Speaker
Description
The detection of radiation in the environment is crucial, often requiring compact and portable instruments. One effective method for detecting gamma-ray sources is through the use of a Compton gamma camera. Unlike Anger cameras, Compton gamma cameras employ source localization techniques based on Compton scattering kinematics. Various types of Compton gamma cameras have been developed, including those based on semiconductor detectors, which offer excellent spatial resolution but limited efficiency and high costs, and those based on scintillator detectors, which utilize either photo-multiplier tubes or Silicon photomultipliers. Scintillator-based Compton gamma cameras generally provide lower angular resolution than their semiconductor-based counterparts, but they offer greater efficiency and cost-effectiveness. Most scintillator-based Compton gamma cameras consist of two separate detector readout planes: the scatterer and the absorber, or they implement complex designs to determine the depth-of-interaction of incoming gamma radiation.
In this study, we introduce a novel concept for a Compton gamma camera, utilizing segmented scintillators read out on a single side by silicon photomultipliers. Each detector element comprises two scintillator crystals optically coupled by a light guide. We employed GAGG:Ce scintillators measuring 3 mm x 3 mm x 3 mm and 3 mm x 3 mm x 20 mm plexiglass light guides. These detector elements were arranged in an 8x8 matrix with a 3.2 mm pitch, separated by ESR reflectors. In this configuration, the front scintillator layer acts as the scatterer, and the back scintillator layer acts as the absorber, both read out by the same silicon photomultiplier array coupled to the back side of the matrix. This distinctive feature minimizes the number of read-out channels, essential for a compact and portable device. The length of the 20 mm light guide was chosen based on a compromise between detector intrinsic efficiency and angular resolution, as determined through GEANT4 simulation studies.

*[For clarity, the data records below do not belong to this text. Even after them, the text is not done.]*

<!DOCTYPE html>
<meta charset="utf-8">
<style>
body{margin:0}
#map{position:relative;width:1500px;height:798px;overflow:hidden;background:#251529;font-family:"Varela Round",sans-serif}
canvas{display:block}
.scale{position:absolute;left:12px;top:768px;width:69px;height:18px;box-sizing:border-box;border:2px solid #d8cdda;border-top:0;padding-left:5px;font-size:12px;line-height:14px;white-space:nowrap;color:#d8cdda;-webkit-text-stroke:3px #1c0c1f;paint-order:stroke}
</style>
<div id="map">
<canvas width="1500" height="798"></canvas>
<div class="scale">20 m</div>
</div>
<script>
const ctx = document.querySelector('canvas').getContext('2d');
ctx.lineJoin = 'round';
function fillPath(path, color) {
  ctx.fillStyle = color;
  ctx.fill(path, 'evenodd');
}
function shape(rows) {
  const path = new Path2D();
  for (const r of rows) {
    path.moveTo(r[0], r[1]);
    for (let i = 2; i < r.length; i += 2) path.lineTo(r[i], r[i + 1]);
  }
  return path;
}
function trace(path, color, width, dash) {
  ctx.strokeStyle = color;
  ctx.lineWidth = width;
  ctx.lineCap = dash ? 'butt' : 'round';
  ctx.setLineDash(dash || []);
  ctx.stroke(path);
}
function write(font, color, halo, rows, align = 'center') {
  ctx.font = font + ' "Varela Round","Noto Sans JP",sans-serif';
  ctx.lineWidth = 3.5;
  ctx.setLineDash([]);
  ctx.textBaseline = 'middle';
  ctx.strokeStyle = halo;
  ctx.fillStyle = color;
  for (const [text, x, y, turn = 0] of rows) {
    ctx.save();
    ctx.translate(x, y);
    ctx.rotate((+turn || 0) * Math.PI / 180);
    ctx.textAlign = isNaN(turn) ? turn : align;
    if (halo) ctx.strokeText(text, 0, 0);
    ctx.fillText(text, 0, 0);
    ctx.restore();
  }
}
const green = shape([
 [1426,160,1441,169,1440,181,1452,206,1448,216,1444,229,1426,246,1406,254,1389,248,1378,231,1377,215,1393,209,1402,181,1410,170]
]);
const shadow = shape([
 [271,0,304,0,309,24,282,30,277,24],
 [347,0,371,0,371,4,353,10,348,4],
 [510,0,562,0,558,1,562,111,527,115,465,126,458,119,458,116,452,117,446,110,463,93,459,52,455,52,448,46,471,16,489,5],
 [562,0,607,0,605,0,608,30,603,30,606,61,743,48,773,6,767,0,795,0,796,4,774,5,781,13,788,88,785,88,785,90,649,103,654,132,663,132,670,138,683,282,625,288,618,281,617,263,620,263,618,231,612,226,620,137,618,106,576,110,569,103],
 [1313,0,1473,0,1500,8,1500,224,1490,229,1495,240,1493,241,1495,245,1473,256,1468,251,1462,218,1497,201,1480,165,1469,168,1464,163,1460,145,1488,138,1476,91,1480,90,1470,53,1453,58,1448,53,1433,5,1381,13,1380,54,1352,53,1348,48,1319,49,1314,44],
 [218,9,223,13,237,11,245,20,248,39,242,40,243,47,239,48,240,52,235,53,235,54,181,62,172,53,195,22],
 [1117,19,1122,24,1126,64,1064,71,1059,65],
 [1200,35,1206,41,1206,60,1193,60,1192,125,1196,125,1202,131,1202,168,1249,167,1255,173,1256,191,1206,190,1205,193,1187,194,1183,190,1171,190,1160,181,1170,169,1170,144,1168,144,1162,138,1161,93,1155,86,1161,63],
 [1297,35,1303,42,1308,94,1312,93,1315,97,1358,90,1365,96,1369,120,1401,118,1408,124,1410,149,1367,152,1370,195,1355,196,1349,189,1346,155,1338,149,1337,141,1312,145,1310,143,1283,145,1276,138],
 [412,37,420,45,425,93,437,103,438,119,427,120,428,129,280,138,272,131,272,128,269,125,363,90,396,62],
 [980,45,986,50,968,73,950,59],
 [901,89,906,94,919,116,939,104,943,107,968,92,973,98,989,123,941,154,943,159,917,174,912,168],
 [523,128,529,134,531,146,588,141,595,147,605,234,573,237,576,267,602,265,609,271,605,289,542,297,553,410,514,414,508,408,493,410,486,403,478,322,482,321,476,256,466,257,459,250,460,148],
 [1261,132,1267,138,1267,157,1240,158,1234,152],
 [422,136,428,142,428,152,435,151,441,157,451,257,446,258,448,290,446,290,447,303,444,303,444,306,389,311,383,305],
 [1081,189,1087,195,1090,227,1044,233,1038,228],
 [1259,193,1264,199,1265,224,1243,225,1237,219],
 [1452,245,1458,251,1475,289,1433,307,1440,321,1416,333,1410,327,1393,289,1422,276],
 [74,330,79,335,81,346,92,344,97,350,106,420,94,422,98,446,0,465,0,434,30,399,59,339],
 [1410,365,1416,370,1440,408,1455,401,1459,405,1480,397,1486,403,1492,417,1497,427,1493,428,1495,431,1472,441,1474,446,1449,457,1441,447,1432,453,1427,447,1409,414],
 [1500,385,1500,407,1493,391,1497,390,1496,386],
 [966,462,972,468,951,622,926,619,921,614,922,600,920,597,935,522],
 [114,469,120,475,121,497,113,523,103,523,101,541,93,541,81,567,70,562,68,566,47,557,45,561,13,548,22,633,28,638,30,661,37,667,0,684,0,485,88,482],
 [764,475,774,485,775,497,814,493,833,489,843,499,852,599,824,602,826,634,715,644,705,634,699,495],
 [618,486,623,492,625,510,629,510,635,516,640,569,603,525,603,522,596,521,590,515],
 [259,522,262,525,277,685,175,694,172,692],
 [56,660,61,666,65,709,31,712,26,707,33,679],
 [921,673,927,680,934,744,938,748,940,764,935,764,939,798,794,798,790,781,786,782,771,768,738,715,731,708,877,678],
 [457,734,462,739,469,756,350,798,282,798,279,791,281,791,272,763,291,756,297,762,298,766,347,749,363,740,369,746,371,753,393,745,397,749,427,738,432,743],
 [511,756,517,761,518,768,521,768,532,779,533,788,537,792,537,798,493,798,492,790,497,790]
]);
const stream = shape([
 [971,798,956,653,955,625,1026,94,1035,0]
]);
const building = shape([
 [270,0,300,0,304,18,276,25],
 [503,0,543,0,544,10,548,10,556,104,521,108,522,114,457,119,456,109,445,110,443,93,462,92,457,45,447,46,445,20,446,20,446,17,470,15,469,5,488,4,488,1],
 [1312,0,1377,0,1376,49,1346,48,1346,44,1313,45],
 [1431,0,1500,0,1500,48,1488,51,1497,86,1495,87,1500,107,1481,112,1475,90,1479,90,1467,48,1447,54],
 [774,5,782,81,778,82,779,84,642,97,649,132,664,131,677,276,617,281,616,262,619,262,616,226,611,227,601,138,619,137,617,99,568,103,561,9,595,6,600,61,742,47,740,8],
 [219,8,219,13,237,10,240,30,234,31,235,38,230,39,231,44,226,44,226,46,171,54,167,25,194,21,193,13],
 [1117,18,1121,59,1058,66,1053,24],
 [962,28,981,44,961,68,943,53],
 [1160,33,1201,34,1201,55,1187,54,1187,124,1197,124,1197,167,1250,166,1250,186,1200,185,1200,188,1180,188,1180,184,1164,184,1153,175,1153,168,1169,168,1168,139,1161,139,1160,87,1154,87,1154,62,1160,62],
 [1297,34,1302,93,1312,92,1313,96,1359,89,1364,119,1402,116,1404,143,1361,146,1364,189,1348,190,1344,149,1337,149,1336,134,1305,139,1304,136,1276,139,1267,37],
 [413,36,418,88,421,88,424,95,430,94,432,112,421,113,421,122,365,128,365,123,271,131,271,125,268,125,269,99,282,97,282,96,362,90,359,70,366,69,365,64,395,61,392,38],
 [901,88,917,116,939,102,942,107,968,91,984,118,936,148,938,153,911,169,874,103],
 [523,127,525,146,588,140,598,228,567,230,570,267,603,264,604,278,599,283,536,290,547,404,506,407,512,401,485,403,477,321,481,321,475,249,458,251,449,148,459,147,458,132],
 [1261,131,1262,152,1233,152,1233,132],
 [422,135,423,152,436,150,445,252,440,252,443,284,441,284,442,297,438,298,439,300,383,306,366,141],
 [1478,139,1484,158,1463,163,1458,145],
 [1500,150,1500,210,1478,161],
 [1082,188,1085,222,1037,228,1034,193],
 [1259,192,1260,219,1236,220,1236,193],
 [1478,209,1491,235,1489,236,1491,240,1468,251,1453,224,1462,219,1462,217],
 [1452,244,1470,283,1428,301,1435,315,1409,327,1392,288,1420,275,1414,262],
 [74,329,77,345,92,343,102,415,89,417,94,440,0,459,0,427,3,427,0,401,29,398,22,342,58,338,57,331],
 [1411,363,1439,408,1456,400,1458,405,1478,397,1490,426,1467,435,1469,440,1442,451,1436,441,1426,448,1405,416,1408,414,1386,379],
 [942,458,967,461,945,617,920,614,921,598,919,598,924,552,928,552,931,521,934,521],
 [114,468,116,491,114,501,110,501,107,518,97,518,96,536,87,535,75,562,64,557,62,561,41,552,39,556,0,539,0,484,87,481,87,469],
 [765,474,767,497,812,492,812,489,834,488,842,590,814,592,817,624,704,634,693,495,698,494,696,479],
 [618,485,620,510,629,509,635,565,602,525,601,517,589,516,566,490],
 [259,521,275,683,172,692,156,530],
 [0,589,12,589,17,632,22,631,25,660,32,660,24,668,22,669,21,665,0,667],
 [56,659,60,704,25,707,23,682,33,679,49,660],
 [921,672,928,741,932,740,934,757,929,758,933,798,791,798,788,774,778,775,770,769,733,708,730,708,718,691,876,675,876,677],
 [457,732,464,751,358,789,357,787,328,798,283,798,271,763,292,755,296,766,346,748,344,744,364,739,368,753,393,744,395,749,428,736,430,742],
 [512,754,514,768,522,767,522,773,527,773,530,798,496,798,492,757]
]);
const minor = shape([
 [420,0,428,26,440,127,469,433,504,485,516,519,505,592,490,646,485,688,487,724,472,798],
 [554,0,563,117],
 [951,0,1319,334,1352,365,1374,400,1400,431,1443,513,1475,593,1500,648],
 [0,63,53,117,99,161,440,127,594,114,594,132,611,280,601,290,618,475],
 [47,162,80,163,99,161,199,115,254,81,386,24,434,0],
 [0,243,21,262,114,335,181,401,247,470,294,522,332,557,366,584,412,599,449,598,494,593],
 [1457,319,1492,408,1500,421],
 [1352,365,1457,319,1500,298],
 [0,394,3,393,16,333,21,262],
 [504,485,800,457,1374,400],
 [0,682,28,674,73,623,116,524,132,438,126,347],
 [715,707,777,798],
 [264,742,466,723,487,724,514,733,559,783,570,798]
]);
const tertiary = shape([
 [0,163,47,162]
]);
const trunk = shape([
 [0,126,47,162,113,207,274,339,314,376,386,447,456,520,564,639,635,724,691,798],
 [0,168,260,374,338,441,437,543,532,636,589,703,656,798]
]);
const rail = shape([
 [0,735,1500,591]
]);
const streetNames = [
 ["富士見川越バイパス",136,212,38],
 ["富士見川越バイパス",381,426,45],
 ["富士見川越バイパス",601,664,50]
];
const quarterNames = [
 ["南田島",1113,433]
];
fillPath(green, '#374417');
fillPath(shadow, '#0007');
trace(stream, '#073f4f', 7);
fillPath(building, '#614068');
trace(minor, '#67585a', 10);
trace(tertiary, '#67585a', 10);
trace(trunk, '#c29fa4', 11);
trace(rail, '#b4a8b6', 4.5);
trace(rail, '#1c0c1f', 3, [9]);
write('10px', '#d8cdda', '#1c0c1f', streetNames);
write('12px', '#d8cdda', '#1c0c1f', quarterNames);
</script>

Following the design, we constructed the Compton gamma camera and conducted laboratory tests to characterize its performance. The tests involved Cs-137 and Na-22 sources, with the setup temperature maintained between 18-20°C, and the silicon photomultiplier array read out by the TOFPET2 data acquisition system. Energy resolution characterization was performed individually for the front and back detector layers by irradiating the respective layers with the collimated source. The average energy resolution at 662 keV for the front and back GAGG:Ce layers was found to be 8.9 ± 1.9% and 10.8 ± 1.6%, respectively, accounting for variations within the module.
To analyze the Compton events, we applied specific conditions based on kinematic criteria, such as the energy of each detector element and the geometry of the detector (e.g., distance between fired elements). These conditions ensured a clean sample of Compton events. The basic imaging test using a Cs-137 source (diameter ≈ 3 mm) positioned 50 mm in front of the module, employing a back-projection algorithm, revealed a distinct peak corresponding to the source, with a spatial resolution of σ = 5.1 ± 0.2 mm. In this work, we will present detailed results characterizing the detector's performance, including efficiency estimation and imaging capabilities for gamma sources of different energies at varying distances and positions within the field-of-view. Finally, we will discuss the potential of this designed detector for highly compact and portable Compton gamma camera applications in environmental gamma-ray detection and localization.